Voor haar twee bundels heeft Ester Naomi Perquin opvallend veel prijzen gekregen, elke keer is er weer een lovend juryrapport. Het lezen van deze waarderingen helpt mij om haar poëzie te begrijpen, haar tweede bundel bevat raadselachtige gedichten die ik soms niet direct kan plaatsen en mij daarom juist blijven boeien. Ik citeer uit het rapport van de Lucy B. en C.W. van Hoogt-prijs, 2009:
De poëzie in Servetten halfstok en Namens de ander valt op door het schijnbaar gewone taalgebruik en de alledaagse, herkenbare situaties, die van een bedrieglijke eenvoud zijn, maar waarin de hele wereld doorklinkt. Perquin stelt vragen aan het leven, probeert greep te krijgen op de wereld en haar verwondering echoot in elk gedicht. De toon, helderheid en aandacht voor het gewone krijgt in een bijna achteloze vorm gestalte en onder de lichtheid klinkt steeds een droeve, melancholieke ondertoon.
Moederdag 2011 betekent ook nadenken over bescherming zoeken en geven, hoe kinderen ook elkaar beschermen. Zelfs stilstaan bij het feit dat bescherming niet altijd mogelijk is, vertrouwen kan geschaad worden. Het gedicht Toen wel uit Servetten halfstok is daar een goed voorbeeld van. Recensent Rieuwert Krol omschreef de poëzie uit Servetten halfstok treffend: Je denkt: ‘ja natuurlijk, zo is het’ en ‘mooi, maar dat is het woord niet’, maar ondertussen wordt de toon steeds grimmiger en schrijnender. Perquin lijkt het patent te hebben op mooie zinnen die al lijken te hebben bestaan voordat ze ze schreef.

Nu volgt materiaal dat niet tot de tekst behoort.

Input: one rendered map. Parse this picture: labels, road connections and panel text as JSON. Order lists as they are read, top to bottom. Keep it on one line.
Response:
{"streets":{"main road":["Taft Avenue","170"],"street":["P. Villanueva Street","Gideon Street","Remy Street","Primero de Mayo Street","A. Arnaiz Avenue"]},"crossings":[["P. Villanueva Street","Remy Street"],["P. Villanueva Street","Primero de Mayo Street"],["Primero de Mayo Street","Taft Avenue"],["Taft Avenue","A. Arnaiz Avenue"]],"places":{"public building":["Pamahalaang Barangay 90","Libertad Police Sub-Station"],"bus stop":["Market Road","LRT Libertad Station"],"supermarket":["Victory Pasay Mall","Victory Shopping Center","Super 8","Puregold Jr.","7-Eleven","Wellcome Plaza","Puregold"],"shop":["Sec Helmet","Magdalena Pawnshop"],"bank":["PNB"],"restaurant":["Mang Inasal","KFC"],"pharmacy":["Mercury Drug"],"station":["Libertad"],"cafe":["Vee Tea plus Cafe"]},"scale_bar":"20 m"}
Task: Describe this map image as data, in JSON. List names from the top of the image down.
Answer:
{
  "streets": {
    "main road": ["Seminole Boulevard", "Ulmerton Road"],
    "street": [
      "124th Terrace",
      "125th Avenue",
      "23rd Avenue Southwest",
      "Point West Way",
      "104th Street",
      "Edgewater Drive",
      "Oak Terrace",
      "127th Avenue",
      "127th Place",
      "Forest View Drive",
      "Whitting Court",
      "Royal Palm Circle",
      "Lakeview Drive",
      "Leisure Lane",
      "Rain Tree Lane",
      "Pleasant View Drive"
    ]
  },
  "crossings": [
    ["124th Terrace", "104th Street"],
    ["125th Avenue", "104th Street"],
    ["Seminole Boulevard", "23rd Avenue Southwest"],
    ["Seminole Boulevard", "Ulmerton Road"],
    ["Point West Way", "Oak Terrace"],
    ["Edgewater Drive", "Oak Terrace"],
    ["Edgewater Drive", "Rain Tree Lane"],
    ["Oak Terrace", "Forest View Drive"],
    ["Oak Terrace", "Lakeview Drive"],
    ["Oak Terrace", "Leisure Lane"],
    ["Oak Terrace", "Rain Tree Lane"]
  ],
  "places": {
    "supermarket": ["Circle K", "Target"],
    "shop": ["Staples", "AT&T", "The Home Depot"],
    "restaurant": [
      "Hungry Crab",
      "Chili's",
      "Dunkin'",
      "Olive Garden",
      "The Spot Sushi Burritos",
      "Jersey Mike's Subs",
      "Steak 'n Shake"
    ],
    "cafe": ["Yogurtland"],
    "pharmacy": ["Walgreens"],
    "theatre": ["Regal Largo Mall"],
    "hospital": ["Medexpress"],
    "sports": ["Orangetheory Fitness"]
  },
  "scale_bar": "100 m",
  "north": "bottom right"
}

Uit Servetten halfstok, 2007
Toen wel
Eerst niet – vertrouwen te over,
met sprongen tegelijk de dunste
ijslaag op, de zwakste bomen in,
eenden redden, vogels,
het grootste gemak.
Of het geloof was,
hij wist gewoon niet hoe
soms iets brak, zonder reden plotsklaps
scheurde, als een zoutzak naar beneden
- en van de dood nog evenmin.
Pas toen hij een jongen eieren
kapot zag gooien – zomaar
met naakte kuikens erin.
Messcherp, je weet dat het zo kan zijn, dat er waarheden zijn waartegen je niemand kunt beschermen. Gelukkig weet ik ook hoe vermakelijk kinderen met elkaar om kunnen gaan. Wanneer de studentenhumor over de keukentafel stuitert is het goed toeven thuis, ook al is het moederdag-ontbijt, wegens slaaptekort bij broer en zus, voorlopig en tot nader order ‘ergens of nergens’ geparkeerd. Gelukkig zingen de vogels altijd wel, ook ‘s morgens vroeg op moederdag.
Een levendig ochtendconcert. Het stemt mij hoopvol, rustig & tevreden.
Foto's: zij, vier jaar, haar eerste schooldag. Hij, haar Grote broer, vijf jaar. Hij neemt haar bij de hand en begeleidt haar.
Wales, zelfde periode, 1997. Toen samen genietend van dezelfde vakantie.